My half job is teaching writing to teenagers. I love telling them that it is not wrong to split an infinitive in English. I also love telling them it is not "wrong" (the quotation marks here are an important contrast to their absence in the previous sentence) to use pronoun-antecedent disagreement (Example: "Every student takes their own notes").

I love telling my students such things because at some base level it is always fun to say something that seems subversive (even if it really is not). But I also love saying such things because it actually helps the students and liberates them from bad notions (coming from bad teaching) about language, grammar, and usage.

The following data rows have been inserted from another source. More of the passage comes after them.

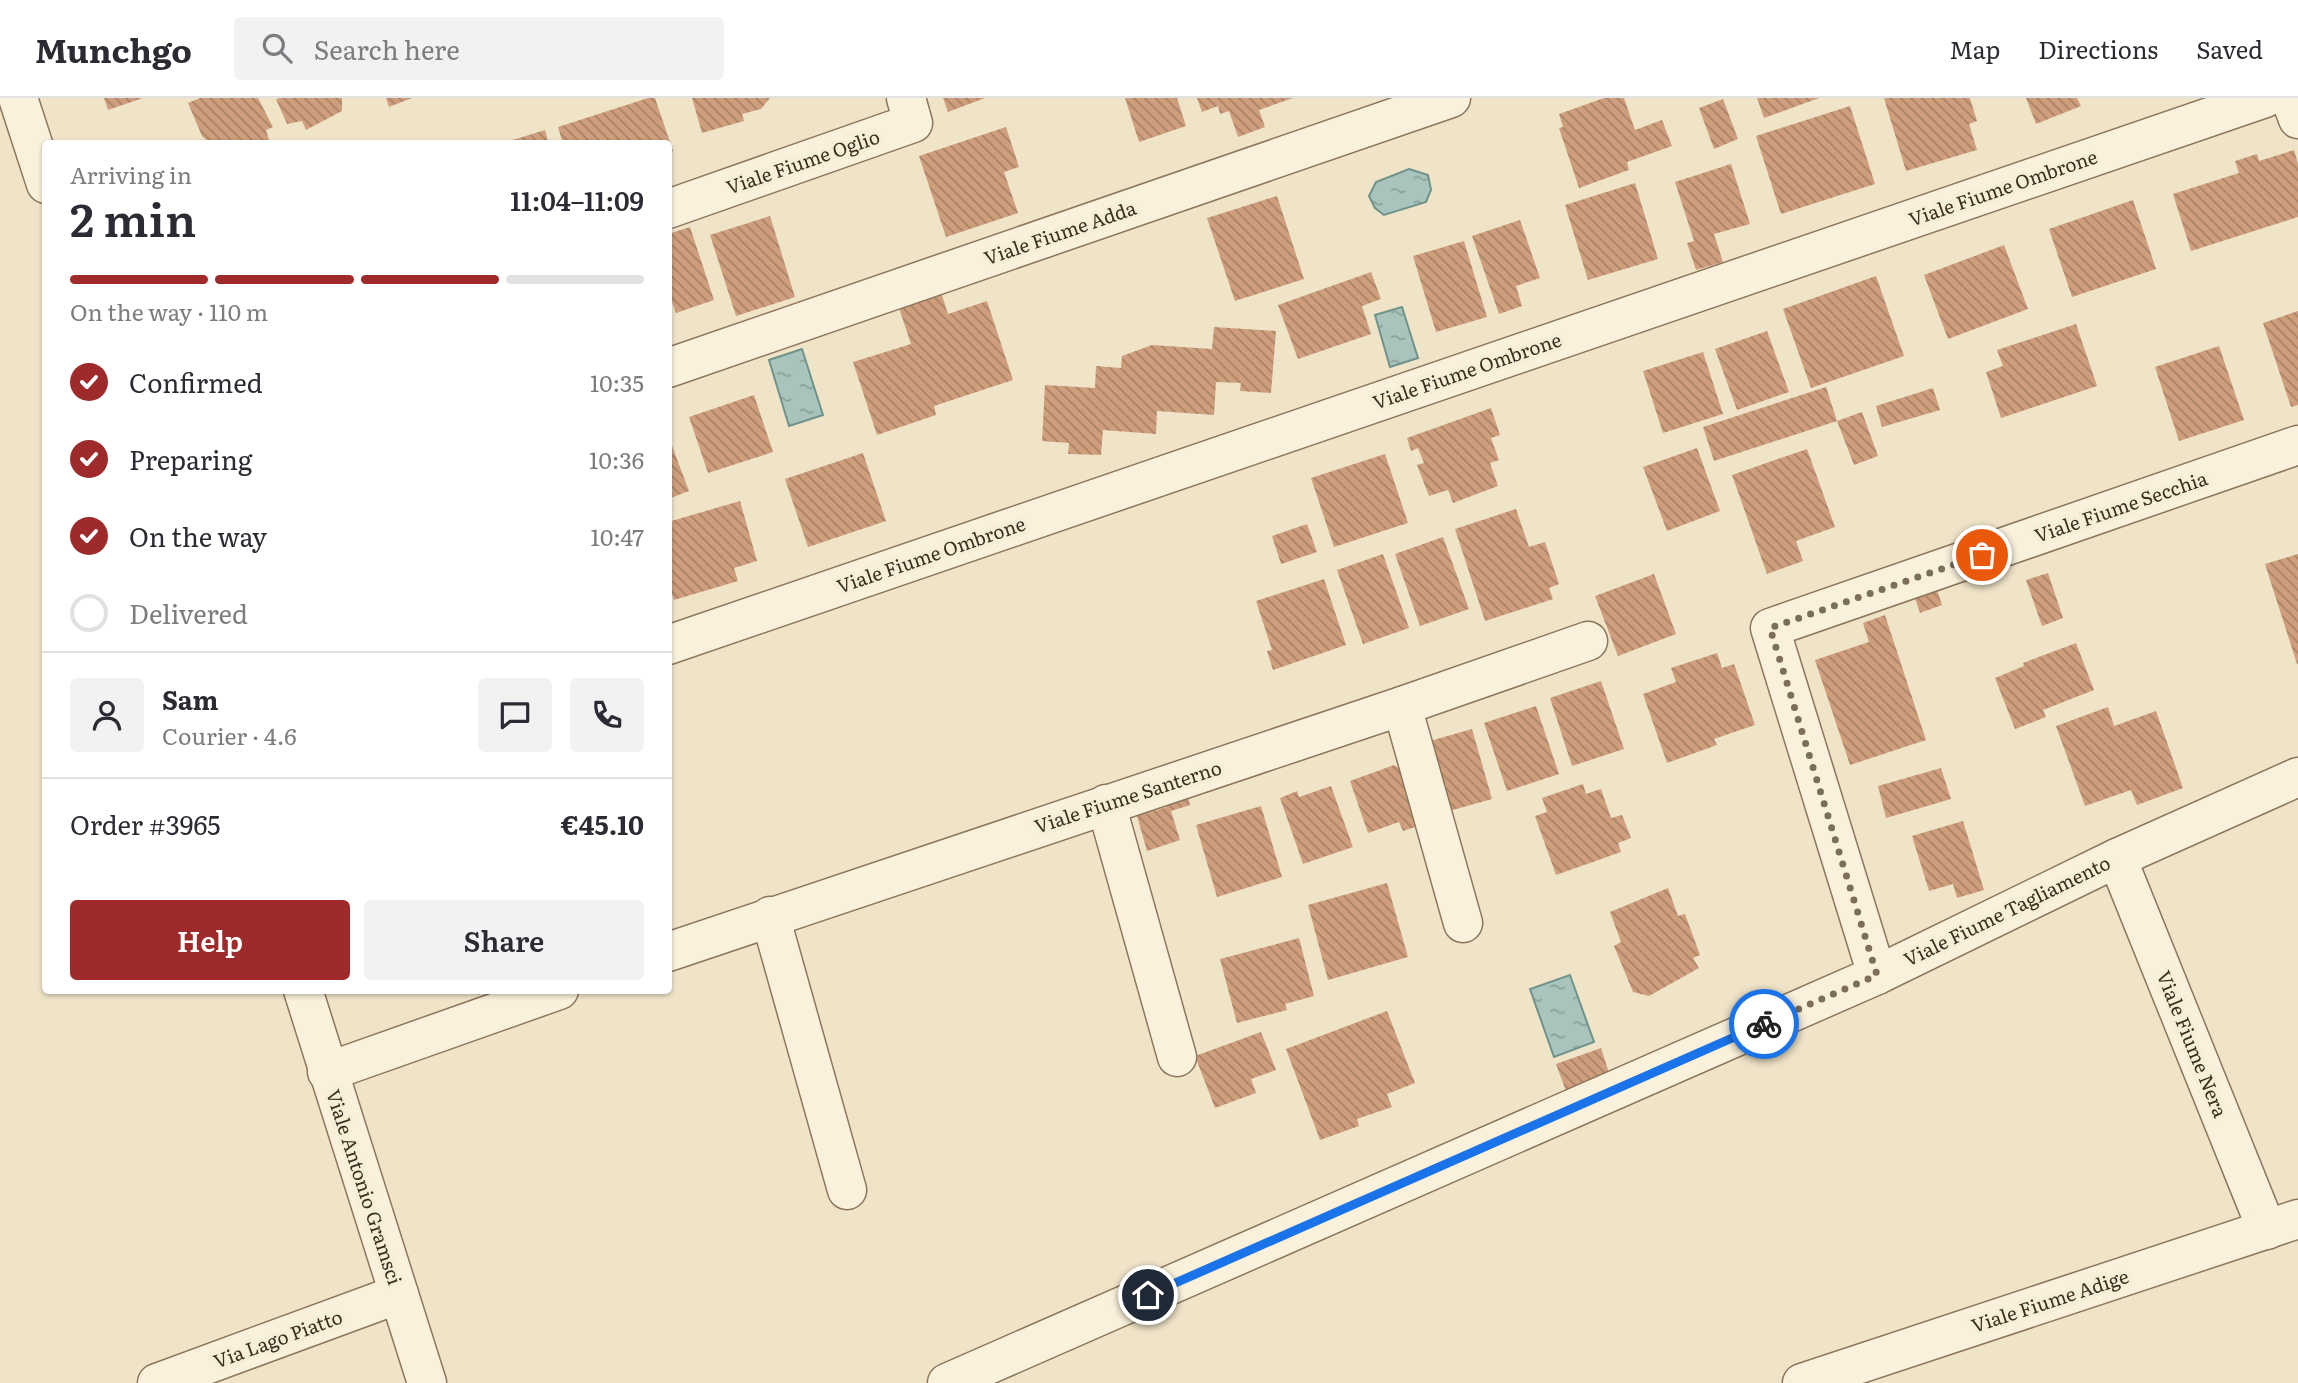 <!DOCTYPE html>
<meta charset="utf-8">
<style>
body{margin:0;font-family:Literata,serif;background:#f2f2f3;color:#2b2b33;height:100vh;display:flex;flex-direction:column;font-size:26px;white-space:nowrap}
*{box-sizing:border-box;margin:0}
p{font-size:23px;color:#7c7c81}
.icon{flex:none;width:38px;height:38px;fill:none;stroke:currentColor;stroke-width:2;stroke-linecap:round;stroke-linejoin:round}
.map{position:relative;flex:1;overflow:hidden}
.drawer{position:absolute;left:42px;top:42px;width:630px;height:854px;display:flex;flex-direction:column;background:#fff;border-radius:7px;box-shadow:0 2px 5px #0004}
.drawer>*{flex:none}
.pin{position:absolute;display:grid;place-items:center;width:60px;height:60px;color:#fff;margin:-30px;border:4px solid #fff;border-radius:50%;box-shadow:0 2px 7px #0007}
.courier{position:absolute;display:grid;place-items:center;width:70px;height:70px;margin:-35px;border:5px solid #1a73e8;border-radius:50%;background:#fff;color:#222;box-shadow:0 2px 9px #0007}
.summary em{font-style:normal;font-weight:600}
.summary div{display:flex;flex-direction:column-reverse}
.summary{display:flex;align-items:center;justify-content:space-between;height:119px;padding:0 28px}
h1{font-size:46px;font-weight:600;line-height:52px}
.bar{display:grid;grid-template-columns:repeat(4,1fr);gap:10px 7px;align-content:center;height:84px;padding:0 28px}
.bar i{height:9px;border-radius:5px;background:#e1e1e2}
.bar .current{background:#9e2a2b}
.bar p{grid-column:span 4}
.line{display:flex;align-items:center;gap:18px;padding:0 28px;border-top:2px solid #e1e1e2}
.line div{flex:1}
.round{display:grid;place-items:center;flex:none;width:74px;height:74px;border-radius:7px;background:#f2f2f3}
ol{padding:0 28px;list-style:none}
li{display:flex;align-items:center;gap:21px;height:77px}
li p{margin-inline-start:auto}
li .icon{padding:7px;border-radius:50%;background:#9e2a2b;color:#fff;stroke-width:4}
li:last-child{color:#7c7c81}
li i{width:38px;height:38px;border:4px solid #e1e1e2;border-radius:50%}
.action{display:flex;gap:14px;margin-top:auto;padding:14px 28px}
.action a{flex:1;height:80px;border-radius:7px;background:#9e2a2b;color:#fff;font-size:28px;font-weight:600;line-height:80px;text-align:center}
.action a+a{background:#f2f2f3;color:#2b2b33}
header{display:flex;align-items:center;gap:42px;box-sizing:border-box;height:98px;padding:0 35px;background:#fff;border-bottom:2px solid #e1e1e2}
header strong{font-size:33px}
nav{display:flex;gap:38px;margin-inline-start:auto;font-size:24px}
.search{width:490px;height:63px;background:#f2f2f3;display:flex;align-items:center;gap:18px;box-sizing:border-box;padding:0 24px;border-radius:7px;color:#7c7c81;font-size:26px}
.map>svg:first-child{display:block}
.water{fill:url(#water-ripples);stroke:#6f938a;stroke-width:2}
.building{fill:url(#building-back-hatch)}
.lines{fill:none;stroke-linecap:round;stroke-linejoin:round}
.minor-casing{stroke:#8d765c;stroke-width:41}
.minor{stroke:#faf1dc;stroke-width:38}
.done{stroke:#7c6e5b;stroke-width:7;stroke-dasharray:0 12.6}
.route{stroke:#1a73e8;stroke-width:9}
.labels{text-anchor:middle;stroke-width:7;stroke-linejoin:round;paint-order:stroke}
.street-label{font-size:19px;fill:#3d2e20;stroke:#f7eed8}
</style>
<header>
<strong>Munchgo</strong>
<div class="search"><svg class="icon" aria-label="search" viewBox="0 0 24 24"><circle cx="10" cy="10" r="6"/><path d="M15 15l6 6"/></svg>Search here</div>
<nav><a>Map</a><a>Directions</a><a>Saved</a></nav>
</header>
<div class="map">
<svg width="2298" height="1285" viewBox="0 0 2298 1285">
<defs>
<pattern id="water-ripples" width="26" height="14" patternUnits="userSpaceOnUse" patternTransform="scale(1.75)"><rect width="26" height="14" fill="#a9c4bc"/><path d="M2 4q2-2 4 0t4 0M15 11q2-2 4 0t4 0" fill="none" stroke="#8ba098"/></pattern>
<pattern id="building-back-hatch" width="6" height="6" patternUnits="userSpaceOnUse" patternTransform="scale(1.75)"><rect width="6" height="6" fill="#cf9f7d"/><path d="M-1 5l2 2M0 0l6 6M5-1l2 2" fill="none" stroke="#a98266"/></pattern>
</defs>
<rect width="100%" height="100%" fill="#f0e4c8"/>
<g class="water">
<path d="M1409,71L1428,77L1431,92L1426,104L1384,117L1375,110L1369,98L1376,84Z"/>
<path d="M1402,209L1418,260L1390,269L1375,217Z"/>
<path d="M802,251L823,317L789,328L769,262Z"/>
<path d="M1570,877L1594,944L1554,959L1530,891Z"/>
</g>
<g class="building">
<path d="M104,0H143L108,12Z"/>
<path d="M200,0H258L273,29L266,32L269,42L260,46H211L202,38L188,5Z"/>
<path d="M280,0H342V13L306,32L302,23L287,26L276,1Z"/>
<path d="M386,0H412L389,9Z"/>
<path d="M648,0H655L673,53L668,55V46H563L558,29Z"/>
<path d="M692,0H770L761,11L742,16L744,23L702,35Z"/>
<path d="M943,0H985L948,14Z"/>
<path d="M1125,0H1177L1186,28L1139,44Z"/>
<path d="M1197,0H1293L1259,12L1265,29L1238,39L1229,13L1220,16L1218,8L1202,14Z"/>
<path d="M1604,0H1624L1635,32L1662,22L1672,48L1627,64L1629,72L1579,90L1559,30L1563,29L1559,16Z"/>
<path d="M1757,0H1819L1764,20Z"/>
<path d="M1884,0H1970L1977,23L1969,26L1977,52L1906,73Z"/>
<path d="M2026,0H2077L2081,8L2036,26Z"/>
<path d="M1723,1L1738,41L1714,51L1699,10Z"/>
<path d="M1850,8L1875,86L1781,116L1756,38Z"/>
<path d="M1006,29L1019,69L1004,74L1018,115L946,139L919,58Z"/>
<path d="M545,32L549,46H503V45Z"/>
<path d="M2294,52L2298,66V119L2191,153L2173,96L2239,75L2235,63L2257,56L2259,63Z"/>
<path d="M1731,66L1750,126L1714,136L1723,164L1696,172L1687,145L1694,143L1675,84Z"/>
<path d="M1635,85L1658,161L1588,182L1565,107Z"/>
<path d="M1277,98L1304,181L1235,203L1207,120Z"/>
<path d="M2133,102L2156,171L2072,199L2049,131Z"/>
<path d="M770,118L795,199L736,218L710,137Z"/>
<path d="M1520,122L1540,180L1516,188L1522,208L1499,216L1472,138Z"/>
<path d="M690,129L714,202L676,215L668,193V136Z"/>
<path d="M1464,143L1487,219L1436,234L1413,158Z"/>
<path d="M2004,147L2028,211L1948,241L1924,177Z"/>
<path d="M1371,174L1381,201L1362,208L1371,236L1298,261L1278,207Z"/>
<path d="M1876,178L1904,258L1811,290L1783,211Z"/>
<path d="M939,188L948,216L987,203L1013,282L934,308L936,317L877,337L853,264L911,246L896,201Z"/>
<path d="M2298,213V307L2291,309L2263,225Z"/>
<path d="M2076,226L2097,288L2001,320L1986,274L2003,268L1997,252Z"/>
<path d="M1214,229L1276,233L1271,295L1240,293L1241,285L1216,284L1214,317L1157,313L1156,336L1103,332L1101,357L1068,356L1069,345L1042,343L1045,287L1095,290L1096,268L1121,270L1122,258L1152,247L1212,251Z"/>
<path d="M1767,233L1789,294L1737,312L1715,251Z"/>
<path d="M2219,248L2244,322L2179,343L2155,269Z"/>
<path d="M1703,254L1723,316L1663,335L1643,273Z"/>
<path d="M1826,289L1837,323L1714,363L1703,329Z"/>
<path d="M1933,290L1940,312L1882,329L1876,308Z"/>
<path d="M754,297L773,354L708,375L689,319Z"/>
<path d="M1491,310L1500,337L1491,340L1499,362L1490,365L1498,388L1453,405L1448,392L1429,398L1417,367L1424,365L1418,350L1411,353L1407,340Z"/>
<path d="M1862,314L1878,358L1854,367L1837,323Z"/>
<path d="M668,337L689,393L668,401Z"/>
<path d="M1697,350L1720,413L1667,433L1643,369Z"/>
<path d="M1807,351L1835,429L1796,443L1803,463L1767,476L1732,377Z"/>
<path d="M863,355L886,423L808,449L785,381Z"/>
<path d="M1385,356L1408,425L1334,449L1311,380Z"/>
<path d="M740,403L757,463L734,470L738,483L674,502L668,485V424Z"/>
<path d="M1516,411L1529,449L1545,444L1559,486L1549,490L1553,501L1485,523L1455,431Z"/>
<path d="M1307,426L1317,454L1281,466L1272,438Z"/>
<path d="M1443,439L1469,511L1420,528L1395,456Z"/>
<path d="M1383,456L1409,530L1363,546L1337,472Z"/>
<path d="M2298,456V566H2297L2265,466Z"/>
<path d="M2048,475L2063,520L2042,528L2026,482Z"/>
<path d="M1654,476L1676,536L1618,558L1595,498Z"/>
<path d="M1324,481L1346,547L1273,572L1267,553L1272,552L1256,503Z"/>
<path d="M1934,483L1942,507L1920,515L1912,491Z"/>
<path d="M1885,517L1926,642L1850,667L1815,562L1869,544L1863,525Z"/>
<path d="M2076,545L2094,592L2043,612L2046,619L2015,631L1995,580L2024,568L2023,565Z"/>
<path d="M1717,555L1722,570L1734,566L1755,627L1714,641L1717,647L1667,665L1643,596L1676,584L1671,570Z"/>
<path d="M1601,583L1624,651L1572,668L1550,600Z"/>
<path d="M1536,608L1559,676L1507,693L1484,625Z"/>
<path d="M2108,609L2114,628L2156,613L2183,690L2137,707L2131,692L2085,708L2056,628Z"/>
<path d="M1472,631L1492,701L1442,715L1423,645Z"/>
<path d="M1394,667L1406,674L1424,726L1403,733L1399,724L1368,735L1350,683Z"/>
<path d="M1941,670L1951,701L1886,720L1878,688Z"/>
<path d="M1583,686L1586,696L1601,691L1611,720L1622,717L1631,740L1618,745L1621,754L1556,777L1535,718L1547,714L1542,700Z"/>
<path d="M1331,688L1353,749L1303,766L1280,700L1297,693L1299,699Z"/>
<path d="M1187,695L1190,707L1171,713L1180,742L1147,753L1137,718L1167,709L1165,702Z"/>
<path d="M1261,708L1282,779L1217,799L1196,727Z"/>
<path d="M1963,723L1984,792L1957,800L1953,786L1929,793L1912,738Z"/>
<path d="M1387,785L1408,859L1328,882L1308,807Z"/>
<path d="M1668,790L1678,818L1685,816L1700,857L1693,860L1699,870L1649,898L1633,894L1614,848L1621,844L1610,814Z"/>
<path d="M1299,840L1314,898L1285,906L1287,912L1237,925L1220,861Z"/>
<path d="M1387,913L1415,985L1387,996L1392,1009L1357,1021L1359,1028L1320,1042L1286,951Z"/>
<path d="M1261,934L1276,972L1251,981L1256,995L1215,1010L1195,958Z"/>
<path d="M1601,950L1610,978L1566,993L1556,966Z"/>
</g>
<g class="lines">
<g class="minor-casing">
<g id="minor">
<path d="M18,0L46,86"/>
<path d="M2290,0L2298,21"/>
<path d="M668,111L913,25L906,0"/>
<path d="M668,270L1451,0"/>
<path d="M668,547L2265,0"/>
<path d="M1402,608L1463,825"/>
<path d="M1106,706L1177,959"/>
<path d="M2117,760L2267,1132"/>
<path d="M770,818L847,1092"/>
<path d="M668,854L1402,608L1588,543"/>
<path d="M1877,877L1770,530L2298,347"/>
<path d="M303,892L427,1285"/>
<path d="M327,974L559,892"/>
<path d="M157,1285L399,1196"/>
<path d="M947,1285L1877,877L2117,760L2298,679"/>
<path d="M1802,1285L2298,1121"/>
</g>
</g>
<use href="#minor" class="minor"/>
</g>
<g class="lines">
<path class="done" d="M1764,926L1877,877L1770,530L1982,457"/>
<path class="route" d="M1148,1197L1764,926"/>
</g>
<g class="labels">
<g class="street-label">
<text transform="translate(803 64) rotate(-19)" y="7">Viale Fiume Oglio</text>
<text transform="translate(2003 90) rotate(-19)" y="7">Viale Fiume Ombrone</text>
<text transform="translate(1060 135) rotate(-19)" y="7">Viale Fiume Adda</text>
<text transform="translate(1467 273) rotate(-19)" y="7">Viale Fiume Ombrone</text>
<text transform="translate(2121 409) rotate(-19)" y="7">Viale Fiume Secchia</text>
<text transform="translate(931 457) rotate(-19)" y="7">Viale Fiume Ombrone</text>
<text transform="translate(1128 699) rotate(-18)" y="7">Viale Fiume Santerno</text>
<text transform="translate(2007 813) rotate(-26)" y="7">Viale Fiume Tagliamento</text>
<text transform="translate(2192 946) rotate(68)" y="7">Viale Fiume Nera</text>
<text transform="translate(364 1089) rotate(72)" y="7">Viale Antonio Gramsci</text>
<text transform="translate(2050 1203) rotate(-18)" y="7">Viale Fiume Adige</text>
<text transform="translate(278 1241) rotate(-20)" y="7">Via Lago Piatto</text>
</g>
</g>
</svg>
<div class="pin" style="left:1982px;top:457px;background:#ea580c"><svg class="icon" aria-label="bag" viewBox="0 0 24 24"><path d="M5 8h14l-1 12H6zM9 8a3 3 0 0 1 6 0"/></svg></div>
<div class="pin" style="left:1148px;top:1197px;background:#1f2937"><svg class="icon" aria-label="home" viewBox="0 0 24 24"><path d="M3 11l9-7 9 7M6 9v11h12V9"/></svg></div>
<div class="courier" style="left:1764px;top:926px"><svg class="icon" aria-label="bike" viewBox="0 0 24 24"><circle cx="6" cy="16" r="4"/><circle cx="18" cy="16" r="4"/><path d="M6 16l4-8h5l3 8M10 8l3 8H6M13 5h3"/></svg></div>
<section class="drawer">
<div class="summary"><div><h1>2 min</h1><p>Arriving in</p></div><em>11:04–11:09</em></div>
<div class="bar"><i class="current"></i><i class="current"></i><i class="current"></i><i></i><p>On the way · 110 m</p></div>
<ol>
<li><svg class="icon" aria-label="check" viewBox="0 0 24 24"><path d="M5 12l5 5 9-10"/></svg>Confirmed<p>10:35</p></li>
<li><svg class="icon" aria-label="check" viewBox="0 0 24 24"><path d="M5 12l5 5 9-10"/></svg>Preparing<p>10:36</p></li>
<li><svg class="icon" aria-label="check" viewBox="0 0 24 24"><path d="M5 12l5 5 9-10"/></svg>On the way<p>10:47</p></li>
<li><i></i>Delivered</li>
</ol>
<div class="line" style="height:126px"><a class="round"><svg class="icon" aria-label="person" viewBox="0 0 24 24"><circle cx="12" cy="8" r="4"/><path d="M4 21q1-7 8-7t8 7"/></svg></a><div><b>Sam</b><p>Courier · 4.6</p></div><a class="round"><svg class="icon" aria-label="chat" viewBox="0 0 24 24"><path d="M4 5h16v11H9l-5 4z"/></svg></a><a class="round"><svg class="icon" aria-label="phone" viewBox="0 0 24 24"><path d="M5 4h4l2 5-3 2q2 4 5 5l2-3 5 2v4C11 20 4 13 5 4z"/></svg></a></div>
<div class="line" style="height:91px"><div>Order #3965</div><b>€45.10</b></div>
<div class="action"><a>Help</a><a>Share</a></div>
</section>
</div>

In my teaching, I distinguish between artificial and natural grammar to help my students understand that grammar is natural and would always exist, even if we had no orthographic system or grammar books. Artificial grammar is artificial because it tries to create and impose a system that will inevitably, undoubtedly change again.

In relation to all of this, I read an amusing article from the Wall Street Journal about highly artificial grammar/language change/usage. Apparently one no longer buys "an iPod"--simply "iPod"! And evidently "the Nook Simple Touch Reader" I bought a few months ago was actually "Nook Simple Touch Reader" (no article). This all is supposed to make us feel closer to and more personal with our electronic devices.

This is acceptable in the sense that, because it changes, language is highly relative and we can do just about anything we want with it, including taking out articles where they very clearly belong according to normal usage. It is unacceptable only to the extent that it is so artificial probably no one outside those companies will accept the usages that Apple, B&N, and others want to impose on them.

(Note my pronoun and its antecedent in that last sentence!)

Comments

  1. Great post! I love the way your last sentence illustrates the truth of your third sentence.